I was driving over to Riverview on Saturday when I saw a motorcade of about 6-7 official looking vehicles and we were made to pull over. I figured Harper was in town for that 500 bucks a head fundraiser for the Lord Re-election campaign. As he has banned this federally, I guess that frees him up to do them for his provincial buddies.

Anyway, Harper also made a funding announcement on Saturday:

Prime Minister Stephen Harper, joined by Premier Binns on behalf of the four Atlantic Premiers, today announced a new five-year, $10 million Canada/Atlantic Provinces Agreement on International Business Development (IBDA) in Charlottetown.

Since 1994, 32 per cent of companies that participated in an IBDA-sponsored trade activity for the first time have since begun exporting internationally; 42 per cent of companies reported an increase in the volume of their exports; and 29 per cent started exporting to new markets as a result of IBDA activity. A total of 179 projects have been approved and more than 1,500 companies have participated in them. (source: IBDA survey)

This is an old Cretien trick. Announce a ‘new’ funding program that is actually just an extention of a program that has been in place for over a decade. Cretien was even smarter. He would take money from one pocket, transfer it to another pocket and announce a bold new funding program.

Anyway, enough of that. Another statistic they use always makes me chuckle. They say (and I have heard this multiple places):

Every $1 million in exports sustains 8-10 jobs in Atlantic Canada. Economic expansion in Atlantic Canada is tied to improved trade performance, particularly among small and medium-sized enterprises (SMEs).

This metric is particularly hilarious in the context of New Brunswick’s exports growth since the Irving Refinery expanded.
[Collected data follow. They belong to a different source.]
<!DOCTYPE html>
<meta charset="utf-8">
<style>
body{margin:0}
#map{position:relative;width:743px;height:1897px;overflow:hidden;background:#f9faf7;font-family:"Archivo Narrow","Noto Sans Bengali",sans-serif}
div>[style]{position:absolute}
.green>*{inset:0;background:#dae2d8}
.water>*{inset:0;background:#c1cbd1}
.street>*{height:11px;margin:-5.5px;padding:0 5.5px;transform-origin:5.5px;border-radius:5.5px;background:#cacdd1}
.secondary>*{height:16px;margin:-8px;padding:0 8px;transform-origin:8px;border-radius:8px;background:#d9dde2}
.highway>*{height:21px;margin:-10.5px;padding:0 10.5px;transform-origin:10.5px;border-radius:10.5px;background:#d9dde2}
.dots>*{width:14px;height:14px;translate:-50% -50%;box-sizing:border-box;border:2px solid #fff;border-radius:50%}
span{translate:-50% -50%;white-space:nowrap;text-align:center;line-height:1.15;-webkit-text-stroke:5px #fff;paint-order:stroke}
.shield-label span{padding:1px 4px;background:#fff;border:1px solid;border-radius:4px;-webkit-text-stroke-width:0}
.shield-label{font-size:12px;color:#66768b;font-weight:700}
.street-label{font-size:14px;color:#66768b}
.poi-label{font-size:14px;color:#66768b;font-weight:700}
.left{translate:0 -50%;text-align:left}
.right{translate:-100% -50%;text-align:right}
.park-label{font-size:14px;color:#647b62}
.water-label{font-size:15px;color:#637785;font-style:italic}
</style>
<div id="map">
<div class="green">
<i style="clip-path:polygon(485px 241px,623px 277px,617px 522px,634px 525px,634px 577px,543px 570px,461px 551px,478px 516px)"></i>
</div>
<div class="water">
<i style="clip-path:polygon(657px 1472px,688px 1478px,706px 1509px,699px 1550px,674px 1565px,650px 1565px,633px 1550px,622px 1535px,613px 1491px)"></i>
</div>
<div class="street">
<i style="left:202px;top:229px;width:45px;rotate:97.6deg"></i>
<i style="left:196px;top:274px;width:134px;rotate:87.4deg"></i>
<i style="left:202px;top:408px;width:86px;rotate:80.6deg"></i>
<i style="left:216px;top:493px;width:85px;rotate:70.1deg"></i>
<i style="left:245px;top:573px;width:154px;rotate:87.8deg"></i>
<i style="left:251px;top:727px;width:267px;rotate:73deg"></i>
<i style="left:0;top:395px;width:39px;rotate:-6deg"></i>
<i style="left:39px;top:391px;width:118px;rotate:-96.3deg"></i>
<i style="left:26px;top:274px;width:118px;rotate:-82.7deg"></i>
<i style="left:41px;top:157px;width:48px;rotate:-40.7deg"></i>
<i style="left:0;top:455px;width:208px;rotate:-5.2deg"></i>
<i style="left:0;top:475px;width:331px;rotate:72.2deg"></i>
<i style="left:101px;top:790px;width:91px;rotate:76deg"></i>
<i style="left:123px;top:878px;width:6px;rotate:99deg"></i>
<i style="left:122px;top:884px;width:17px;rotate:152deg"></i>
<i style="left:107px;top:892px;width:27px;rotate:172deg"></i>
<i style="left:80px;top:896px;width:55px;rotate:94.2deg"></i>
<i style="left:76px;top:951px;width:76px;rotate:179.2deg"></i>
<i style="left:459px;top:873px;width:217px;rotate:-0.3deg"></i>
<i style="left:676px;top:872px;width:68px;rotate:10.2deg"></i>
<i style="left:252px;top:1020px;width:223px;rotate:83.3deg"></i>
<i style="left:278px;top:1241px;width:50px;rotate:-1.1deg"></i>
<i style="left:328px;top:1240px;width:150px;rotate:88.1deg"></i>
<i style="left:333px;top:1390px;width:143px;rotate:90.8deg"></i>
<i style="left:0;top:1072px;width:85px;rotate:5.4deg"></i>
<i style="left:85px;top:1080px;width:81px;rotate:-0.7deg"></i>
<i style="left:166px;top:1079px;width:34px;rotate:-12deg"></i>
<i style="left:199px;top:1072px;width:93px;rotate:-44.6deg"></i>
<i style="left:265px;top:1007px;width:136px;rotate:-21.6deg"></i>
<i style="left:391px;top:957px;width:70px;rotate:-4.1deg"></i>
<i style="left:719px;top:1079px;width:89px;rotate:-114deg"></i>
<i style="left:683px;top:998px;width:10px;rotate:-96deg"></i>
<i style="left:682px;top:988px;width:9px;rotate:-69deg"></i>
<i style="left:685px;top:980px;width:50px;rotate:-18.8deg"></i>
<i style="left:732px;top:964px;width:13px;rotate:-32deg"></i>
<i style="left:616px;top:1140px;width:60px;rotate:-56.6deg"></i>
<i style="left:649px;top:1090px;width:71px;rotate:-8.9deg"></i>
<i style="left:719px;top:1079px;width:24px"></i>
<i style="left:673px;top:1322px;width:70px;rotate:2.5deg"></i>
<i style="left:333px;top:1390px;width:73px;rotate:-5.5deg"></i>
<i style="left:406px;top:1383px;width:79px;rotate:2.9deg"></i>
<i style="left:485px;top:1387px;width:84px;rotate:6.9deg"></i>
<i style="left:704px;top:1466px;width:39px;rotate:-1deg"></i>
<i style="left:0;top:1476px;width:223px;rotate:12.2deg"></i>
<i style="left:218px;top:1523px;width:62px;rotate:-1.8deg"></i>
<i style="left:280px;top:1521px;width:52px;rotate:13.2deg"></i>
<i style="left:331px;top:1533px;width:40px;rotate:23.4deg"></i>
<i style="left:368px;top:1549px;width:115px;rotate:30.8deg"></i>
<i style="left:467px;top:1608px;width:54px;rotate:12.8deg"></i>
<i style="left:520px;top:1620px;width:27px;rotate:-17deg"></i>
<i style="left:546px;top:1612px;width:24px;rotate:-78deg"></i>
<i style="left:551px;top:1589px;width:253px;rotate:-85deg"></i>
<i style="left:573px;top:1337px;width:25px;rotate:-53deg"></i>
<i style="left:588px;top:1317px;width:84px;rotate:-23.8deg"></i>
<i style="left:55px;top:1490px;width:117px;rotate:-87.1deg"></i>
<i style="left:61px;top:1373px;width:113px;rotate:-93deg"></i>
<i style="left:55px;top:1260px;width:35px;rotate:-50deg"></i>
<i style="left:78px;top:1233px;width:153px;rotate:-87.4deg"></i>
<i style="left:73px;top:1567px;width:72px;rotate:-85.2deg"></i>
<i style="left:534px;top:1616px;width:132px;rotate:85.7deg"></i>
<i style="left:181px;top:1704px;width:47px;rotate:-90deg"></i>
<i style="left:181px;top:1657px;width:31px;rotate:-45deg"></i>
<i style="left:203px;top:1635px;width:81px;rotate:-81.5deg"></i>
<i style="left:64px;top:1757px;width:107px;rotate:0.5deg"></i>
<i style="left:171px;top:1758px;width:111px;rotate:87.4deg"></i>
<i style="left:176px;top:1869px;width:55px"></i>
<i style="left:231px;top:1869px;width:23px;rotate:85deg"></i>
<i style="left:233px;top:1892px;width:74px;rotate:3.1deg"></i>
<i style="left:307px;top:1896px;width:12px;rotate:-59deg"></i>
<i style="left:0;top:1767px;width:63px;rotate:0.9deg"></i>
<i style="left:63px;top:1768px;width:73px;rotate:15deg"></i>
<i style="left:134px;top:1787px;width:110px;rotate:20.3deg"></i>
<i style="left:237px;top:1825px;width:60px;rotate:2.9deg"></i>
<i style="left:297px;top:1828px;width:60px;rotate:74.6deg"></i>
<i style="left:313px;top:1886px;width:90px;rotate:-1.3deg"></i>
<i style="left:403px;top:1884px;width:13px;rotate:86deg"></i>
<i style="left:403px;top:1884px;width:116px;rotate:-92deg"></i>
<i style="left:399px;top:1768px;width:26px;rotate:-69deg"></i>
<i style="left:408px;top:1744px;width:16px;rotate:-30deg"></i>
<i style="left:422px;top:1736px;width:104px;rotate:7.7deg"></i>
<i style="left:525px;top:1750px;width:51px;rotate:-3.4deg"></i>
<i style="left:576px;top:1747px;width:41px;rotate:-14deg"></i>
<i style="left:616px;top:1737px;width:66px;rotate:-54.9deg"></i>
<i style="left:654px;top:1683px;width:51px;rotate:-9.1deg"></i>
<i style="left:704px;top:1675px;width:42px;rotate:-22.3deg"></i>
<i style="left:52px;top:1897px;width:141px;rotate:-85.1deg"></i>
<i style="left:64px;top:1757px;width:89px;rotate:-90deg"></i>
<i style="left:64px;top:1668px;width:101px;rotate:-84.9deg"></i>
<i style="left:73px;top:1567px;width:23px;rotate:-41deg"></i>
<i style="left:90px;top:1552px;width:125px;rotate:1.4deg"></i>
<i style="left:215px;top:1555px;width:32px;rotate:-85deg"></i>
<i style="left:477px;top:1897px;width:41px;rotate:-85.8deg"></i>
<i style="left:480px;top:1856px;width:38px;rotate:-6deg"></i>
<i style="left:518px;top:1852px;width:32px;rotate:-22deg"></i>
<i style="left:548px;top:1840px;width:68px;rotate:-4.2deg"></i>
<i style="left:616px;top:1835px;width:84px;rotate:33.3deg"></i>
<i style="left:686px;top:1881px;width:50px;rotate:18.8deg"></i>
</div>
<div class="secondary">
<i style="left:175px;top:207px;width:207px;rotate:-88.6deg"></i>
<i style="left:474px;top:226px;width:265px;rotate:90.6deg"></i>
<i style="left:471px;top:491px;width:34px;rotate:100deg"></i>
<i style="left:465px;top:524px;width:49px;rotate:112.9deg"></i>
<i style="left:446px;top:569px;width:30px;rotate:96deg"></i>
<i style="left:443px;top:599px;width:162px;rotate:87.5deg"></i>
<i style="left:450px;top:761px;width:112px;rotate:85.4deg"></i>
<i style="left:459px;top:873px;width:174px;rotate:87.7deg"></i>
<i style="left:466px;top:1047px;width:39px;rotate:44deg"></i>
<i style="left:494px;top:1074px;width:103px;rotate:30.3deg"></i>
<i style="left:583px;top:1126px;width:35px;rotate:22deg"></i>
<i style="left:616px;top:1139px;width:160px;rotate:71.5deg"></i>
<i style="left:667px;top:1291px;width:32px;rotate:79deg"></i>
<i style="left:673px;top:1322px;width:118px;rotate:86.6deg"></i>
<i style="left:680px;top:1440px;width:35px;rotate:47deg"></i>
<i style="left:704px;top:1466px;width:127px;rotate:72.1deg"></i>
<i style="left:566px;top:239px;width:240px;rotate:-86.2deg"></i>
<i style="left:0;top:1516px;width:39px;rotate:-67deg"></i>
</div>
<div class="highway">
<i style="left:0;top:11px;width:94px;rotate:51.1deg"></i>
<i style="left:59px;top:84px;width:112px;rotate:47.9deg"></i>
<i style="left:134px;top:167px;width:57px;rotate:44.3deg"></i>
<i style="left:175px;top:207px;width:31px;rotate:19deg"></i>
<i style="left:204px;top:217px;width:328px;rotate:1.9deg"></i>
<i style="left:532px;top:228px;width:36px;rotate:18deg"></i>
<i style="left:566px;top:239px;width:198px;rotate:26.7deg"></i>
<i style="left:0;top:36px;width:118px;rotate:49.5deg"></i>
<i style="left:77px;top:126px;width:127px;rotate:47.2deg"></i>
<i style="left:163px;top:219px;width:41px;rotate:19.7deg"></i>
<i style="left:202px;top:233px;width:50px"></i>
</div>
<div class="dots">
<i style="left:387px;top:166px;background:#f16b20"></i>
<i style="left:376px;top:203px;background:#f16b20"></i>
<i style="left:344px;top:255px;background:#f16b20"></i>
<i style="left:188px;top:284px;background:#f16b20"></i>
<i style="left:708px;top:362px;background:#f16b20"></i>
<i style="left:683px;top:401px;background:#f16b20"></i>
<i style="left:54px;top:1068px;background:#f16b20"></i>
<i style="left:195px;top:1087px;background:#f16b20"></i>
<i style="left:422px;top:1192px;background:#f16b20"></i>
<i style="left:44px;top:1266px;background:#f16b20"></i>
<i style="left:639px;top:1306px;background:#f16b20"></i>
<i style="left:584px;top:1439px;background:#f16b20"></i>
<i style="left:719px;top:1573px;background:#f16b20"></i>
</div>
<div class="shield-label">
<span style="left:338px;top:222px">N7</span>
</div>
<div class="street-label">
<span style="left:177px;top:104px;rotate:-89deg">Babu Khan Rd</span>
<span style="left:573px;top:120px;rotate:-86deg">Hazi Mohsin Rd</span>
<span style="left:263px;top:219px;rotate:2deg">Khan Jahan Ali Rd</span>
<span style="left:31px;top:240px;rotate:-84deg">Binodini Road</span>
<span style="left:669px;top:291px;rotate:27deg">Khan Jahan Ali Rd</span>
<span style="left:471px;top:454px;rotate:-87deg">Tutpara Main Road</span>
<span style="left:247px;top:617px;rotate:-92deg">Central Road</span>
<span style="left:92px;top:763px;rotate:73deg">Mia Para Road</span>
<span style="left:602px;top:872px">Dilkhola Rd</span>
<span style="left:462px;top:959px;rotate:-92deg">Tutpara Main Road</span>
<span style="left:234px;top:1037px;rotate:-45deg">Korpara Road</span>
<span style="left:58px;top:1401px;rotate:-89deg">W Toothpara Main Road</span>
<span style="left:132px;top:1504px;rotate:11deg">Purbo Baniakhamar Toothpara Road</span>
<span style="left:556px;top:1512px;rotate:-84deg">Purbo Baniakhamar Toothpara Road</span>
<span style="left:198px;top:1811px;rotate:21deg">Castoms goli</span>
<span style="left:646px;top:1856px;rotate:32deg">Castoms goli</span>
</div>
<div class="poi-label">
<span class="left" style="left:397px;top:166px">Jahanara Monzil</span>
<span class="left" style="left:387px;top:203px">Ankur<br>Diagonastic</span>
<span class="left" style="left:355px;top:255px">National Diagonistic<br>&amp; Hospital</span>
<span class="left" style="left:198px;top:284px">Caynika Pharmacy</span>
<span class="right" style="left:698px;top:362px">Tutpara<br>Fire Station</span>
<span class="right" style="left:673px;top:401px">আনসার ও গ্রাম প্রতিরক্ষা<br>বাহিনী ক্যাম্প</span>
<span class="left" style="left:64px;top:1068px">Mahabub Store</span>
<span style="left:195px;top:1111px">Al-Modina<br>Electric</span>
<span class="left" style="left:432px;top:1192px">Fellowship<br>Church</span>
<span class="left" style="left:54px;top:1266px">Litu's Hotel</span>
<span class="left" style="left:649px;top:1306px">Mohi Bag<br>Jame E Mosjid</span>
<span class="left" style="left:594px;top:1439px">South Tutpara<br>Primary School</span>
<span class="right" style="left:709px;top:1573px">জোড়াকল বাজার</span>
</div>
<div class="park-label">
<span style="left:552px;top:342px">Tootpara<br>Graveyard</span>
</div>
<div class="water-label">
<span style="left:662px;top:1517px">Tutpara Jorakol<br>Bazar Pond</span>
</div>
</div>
Exports are up $4 billion (just ask Captain Kirk) meaning that by this measurement, there are 36,000 new jobs in New Brunswick just from export industries.

The government and others serving up this type of statistic should couch it in the context of the type of export. Oil, gas, potash, wood pulp, etc. would not have such a multiplier in place – I dare say. Salmon flies, handcrafted cabinets, etc. might have a higher one.